Rule of thumb “However long it takes to backup multiple by 2 to recover it.”
So where to go from here in 10 steps–
The first step in beating daylight for your backups is assessing the situation by analyzing what you already have and then following these tips and tricks.
- Look at the backup server logs and see what backed up, what didn’t and why. You can see if it’s a transaction log from an important database for example or just a user’s word doc from a file server. From there you can decide on which issue can take precedence and move on from there.
- Come up with an issue and resolution spreadsheet to show the higher ups what the issues are, how you flagged it and how you plan to move forward on it.

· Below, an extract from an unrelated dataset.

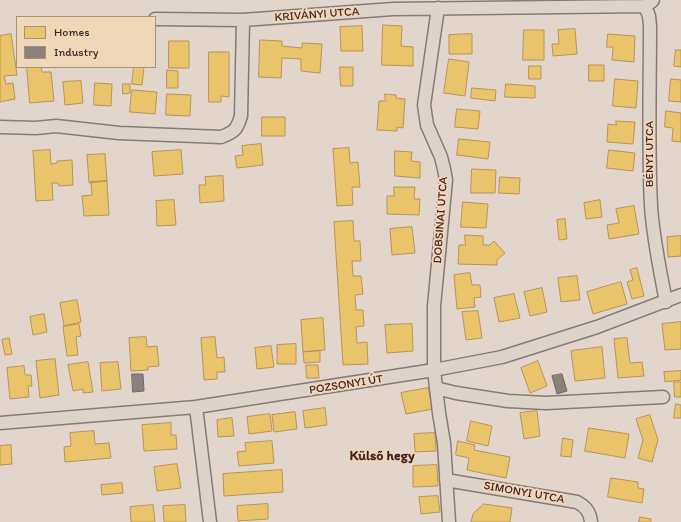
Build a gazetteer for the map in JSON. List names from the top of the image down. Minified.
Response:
{"streets":{"street":["KRIVÁNYI UTCA","BÉNYI UTCA","DOBSINAI UTCA","POZSONYI ÚT","SIMONYI UTCA"]},"crossings":[["KRIVÁNYI UTCA","BÉNYI UTCA"],["KRIVÁNYI UTCA","DOBSINAI UTCA"],["BÉNYI UTCA","POZSONYI ÚT"],["DOBSINAI UTCA","POZSONYI ÚT"],["DOBSINAI UTCA","SIMONYI UTCA"]],"districts":["Külső hegy"],"legend":["Homes","Industry"]}
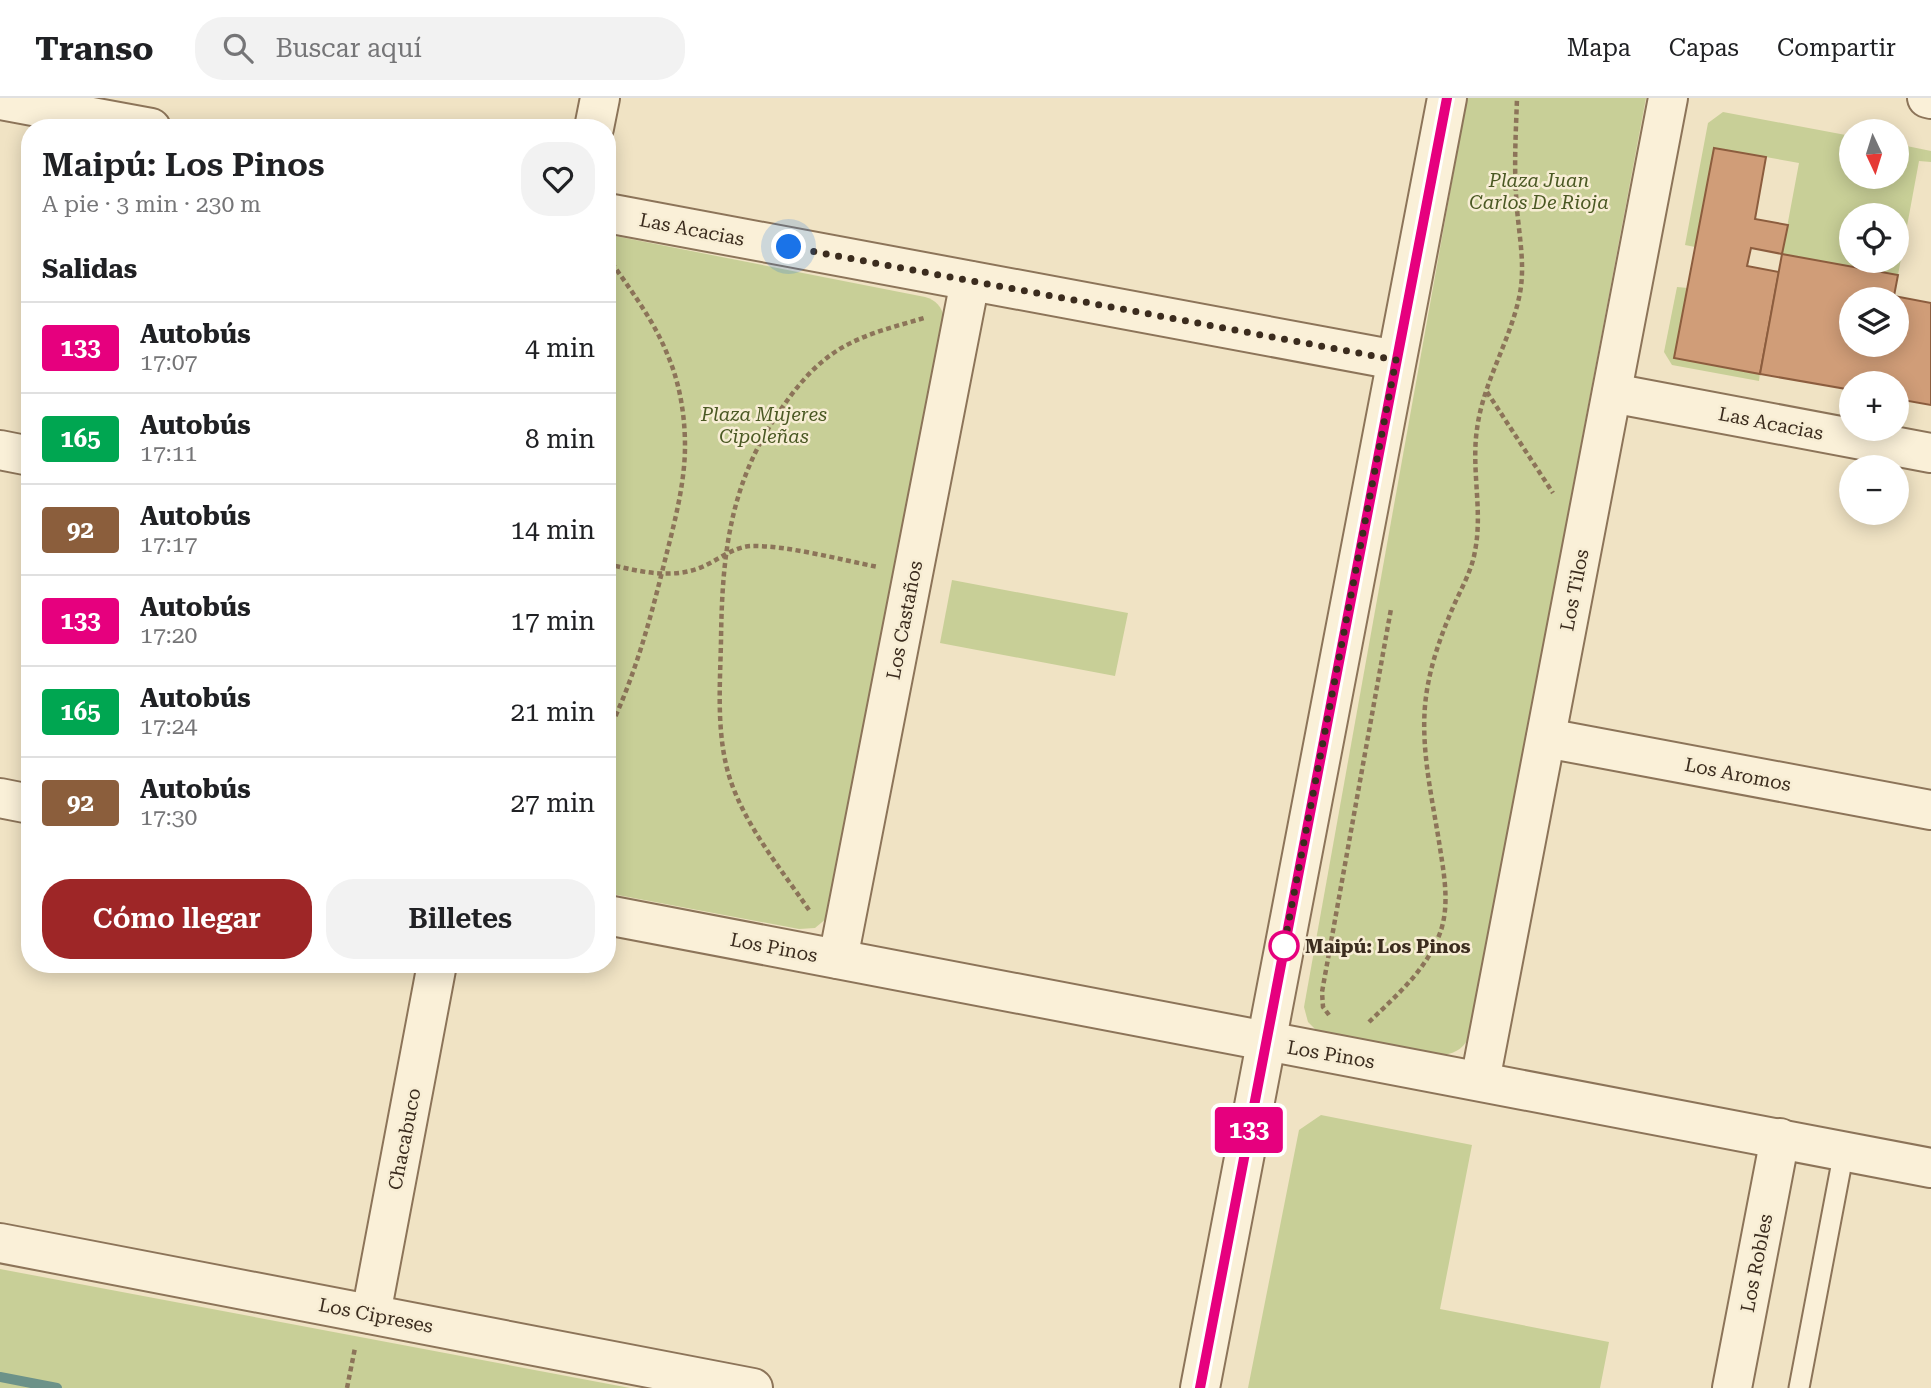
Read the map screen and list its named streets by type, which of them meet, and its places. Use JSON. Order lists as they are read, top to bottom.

This may get some things cleared off your plate or even some much needed budget approvals based on how dire the situation may be.

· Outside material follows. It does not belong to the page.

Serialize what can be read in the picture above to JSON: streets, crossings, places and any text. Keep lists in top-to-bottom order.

- Next look at your vendors best practices for backing up and recovering. They have a wealth of great information online as well as tools (capacity planning) and you can see if you’re doing it right. Plus if things aren’t going correctly you can leverage them for help on it since you have followed their best practices.
- Make sure your backup clients and the EXACT same version as your backup server. This is a huge cause for failure especially Windows system states, if the server is version 8.8.10 for example your client better be 8.8.10 as well. If you don’t have exact matches it rarely ever restores properly and your vendor will tell you the same thing.
- Always dump system state natively from Microsoft to a secondary drive like D etc. and then tractor over it with the backup. This is also the same for Solaris and the UNIX systems that have native utilities like FLAR / mksysb. It takes less backup server time and trust me an OS can back itself up and recover itself better than a third party can.
- What are you licensed to do and what do you have available? Check and see if your backup license allows you to do things you didn’t know before like have a VTL. I find that most times a company has things at their disposal they never knew existed and even sometimes storage that can be leveraged in multiple ways.
- Set periodic database jobs (RMAN example) to dump their logs to a folder on the network that backups quickly so that if your traditional backup runs into any issues you can do a traditional build and recovery from dumps. This method will get you over lots of hurdles when dealing with synchronization issues and locked files while doing your traditional backups.
- Define your backup policy to make sure your highest priority servers are being backed up to different tapes. For example if you have 10 highly critical servers make sure they go to 10 defined Tapes/Drives. You should then add to that with the next 10 servers in order of importance across the same tape/disk pool. What this does is when you are restoring after a huge loss the first 10 servers built then recovered will see 0 contentions while the other servers are being built to start the next wave of recoveries.
- Tier your Disk Storage. If you have hi priority backups running to a development pool of SATA disks chances are you’re not getting reliable response times or speeding up your backup. If you have SAN, NAS JBOD etc. make sure you know the speed these disk pools can read and write at try leveraging some disk benchmark utilities that are widely available from all HW vendors.
- Create multiple backup jobs that can write to the newly tiered system. Since we have now multithreaded are backups and made new assignments having multiple jobs is key to see what’s being backed up and the speed difference you’ve gained in doing so. You can calculate better this way to beat the sunshine and it can show you points of failure and let you determine how to fix the issues from there.
I hope this helps everyone get a good starting point in backup designing. In the future I plan on deep diving on some of these points much deeper but this should put you on the right path to recovery.